In class we looked at the uncertainty in weather patterns in Provo (specifically 40.248752, -111.649216) for 2017.

First, we load the libraries we’ll be using:

library(tidyverse)
library(lubridate)
library(ggridges)
library(scales)

# Make the randomness reproducible
set.seed(1234)

Then we load the data. I used the darksky R package to download this historical data from Dark Sky, and then I saved the CSV file online.

weather_provo_raw <- read_csv("https://andhs.co/provoweather")

Then we wrangle the data, or make adjustments to it so that it’s easier to use and plot. Here we extract the month and weekday of each row as new columns:

# Wrangle data
weather_provo_2017 <- weather_provo_raw %>%
mutate(Month = month(date, label = TRUE, abbr = FALSE),
Day = wday(date, label = TRUE, abbr = FALSE))

Now we can do stuff with it!

Histograms

With histograms, you don’t need to specify the y aesthetic, since ggplot will calculate the frequency for you.

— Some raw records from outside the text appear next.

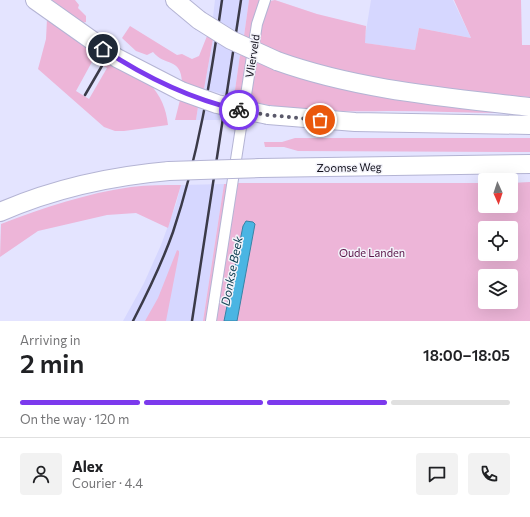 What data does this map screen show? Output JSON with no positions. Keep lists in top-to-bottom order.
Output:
{
  "streets": {
    "highway": ["Zoomse Weg"],
    "street": ["Vlierveld"]
  },
  "water": ["Donkse Beek"],
  "parks": ["Oude Landen"],
  "north": "bottom",
  "page": {
    "heading": ["2 min", "Arriving in", "18:00–18:05"],
    "panel": ["Alex", "Courier · 4.4"],
    "bar": "On the way · 120 m"
  }
} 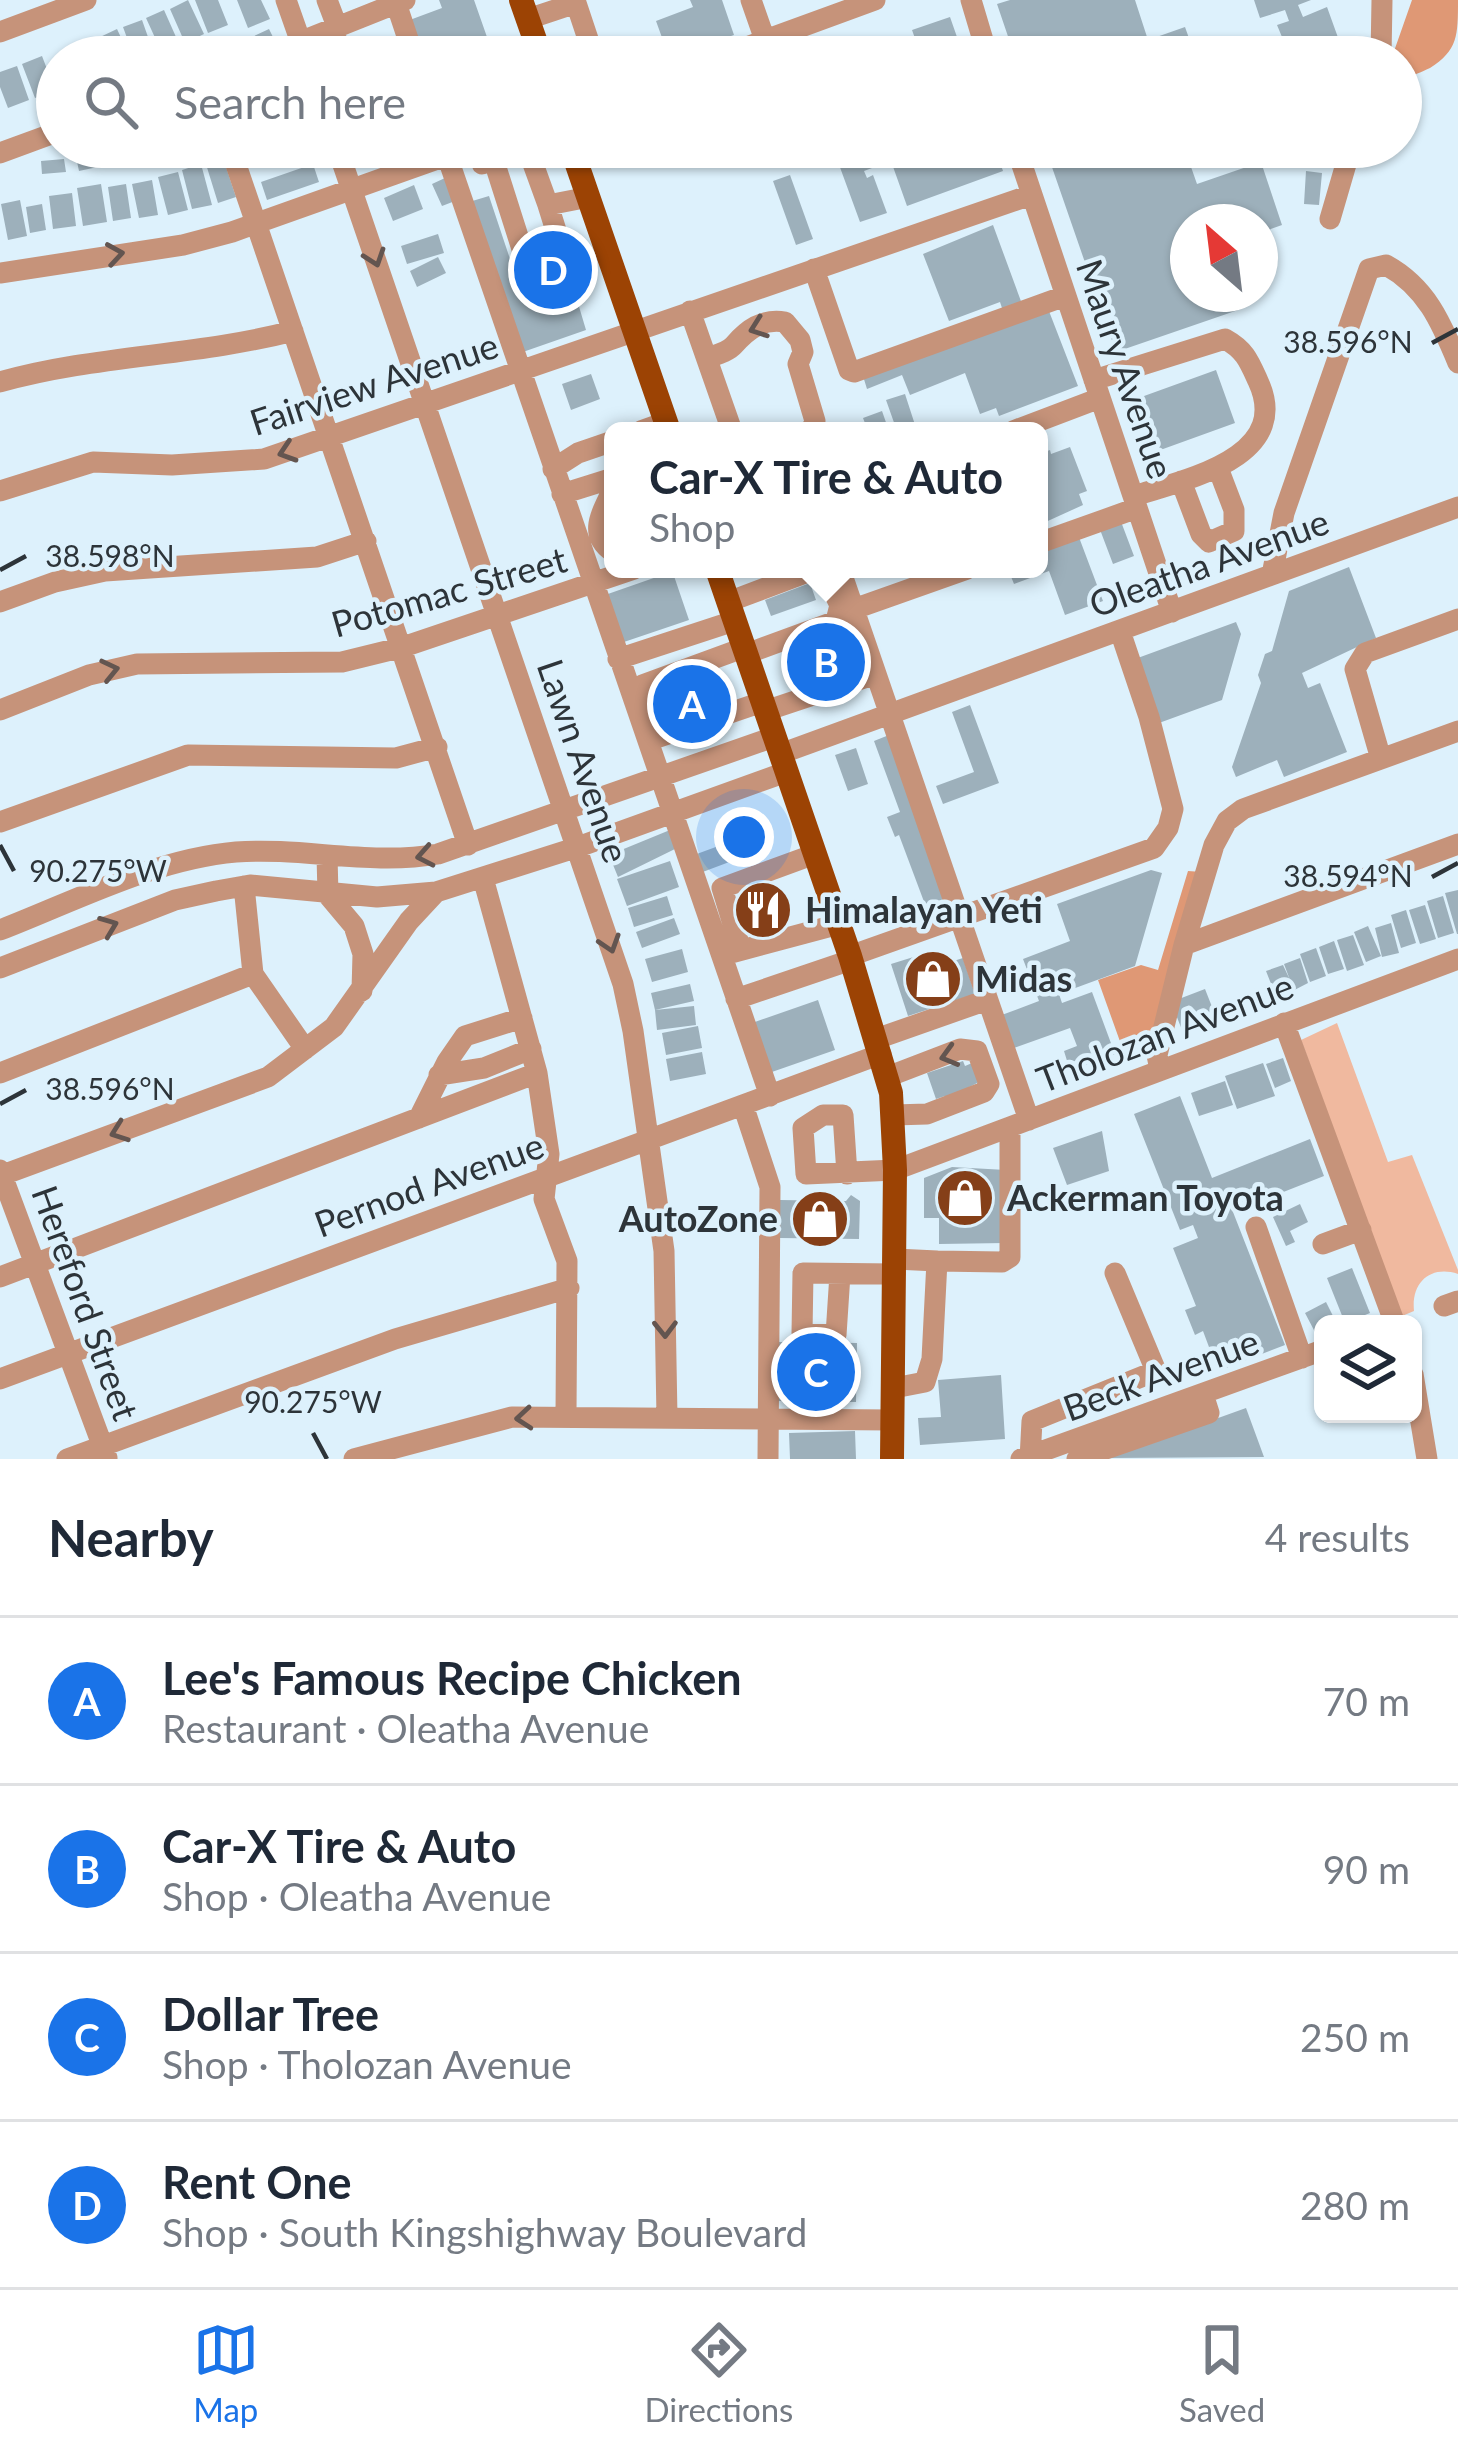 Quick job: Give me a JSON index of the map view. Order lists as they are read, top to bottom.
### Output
{
  "streets": {
    "street": [
      "Maury Avenue",
      "Fairview Avenue",
      "Oleatha Avenue",
      "Potomac Street",
      "Lawn Avenue",
      "Tholozan Avenue",
      "Pernod Avenue",
      "Hereford Street",
      "Beck Avenue"
    ]
  },
  "crossings": [
    ["Maury Avenue", "Fairview Avenue"],
    ["Maury Avenue", "Oleatha Avenue"],
    ["Fairview Avenue", "Lawn Avenue"],
    ["Oleatha Avenue", "Lawn Avenue"],
    ["Potomac Street", "Lawn Avenue"],
    ["Lawn Avenue", "Pernod Avenue"],
    ["Pernod Avenue", "Hereford Street"]
  ],
  "places": {
    "restaurant": ["Himalayan Yeti"],
    "shop": ["Midas", "Ackerman Toyota", "AutoZone"]
  },
  "north": "top left",
  "page": {
    "search": "Search here",
    "pins": [
      "D",
      "B",
      "A",
      "C"
    ],
    "popup": ["Car-X Tire & Auto", "Shop"],
    "heading": ["Nearby", "4 results"],
    "list": [
      {
        "mark": "A",
        "name": "Lee's Famous Recipe Chicken",
        "note": "Restaurant · Oleatha Avenue",
        "value": "70 m"
      },
      {
        "mark": "B",
        "name": "Car-X Tire & Auto",
        "note": "Shop · Oleatha Avenue",
        "value": "90 m"
      },
      {
        "mark": "C",
        "name": "Dollar Tree",
        "note": "Shop · Tholozan Avenue",
        "value": "250 m"
      },
      {
        "mark": "D",
        "name": "Rent One",
        "note": "Shop · South Kingshighway Boulevard",
        "value": "280 m"
      }
    ],
    "nav": ["Map", "Directions", "Saved"]
  },
  "coordinates": [
    "38.596°N",
    "38.598°N",
    "90.275°W",
    "38.594°N"
  ]
}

ggplot(weather_provo_2017, aes(x = windSpeed)) +
geom_histogram(binwidth = 1)

We can look at monthly histograms by using fill, but this is horrendous:

ggplot(weather_provo_2017, aes(x = windSpeed, fill = Month)) +
geom_histogram(binwidth = 1)

You can also facet, which is probably better (here I turn off the fill legend, since there’s no reason to keep it—it’s obvious which color goes to which month)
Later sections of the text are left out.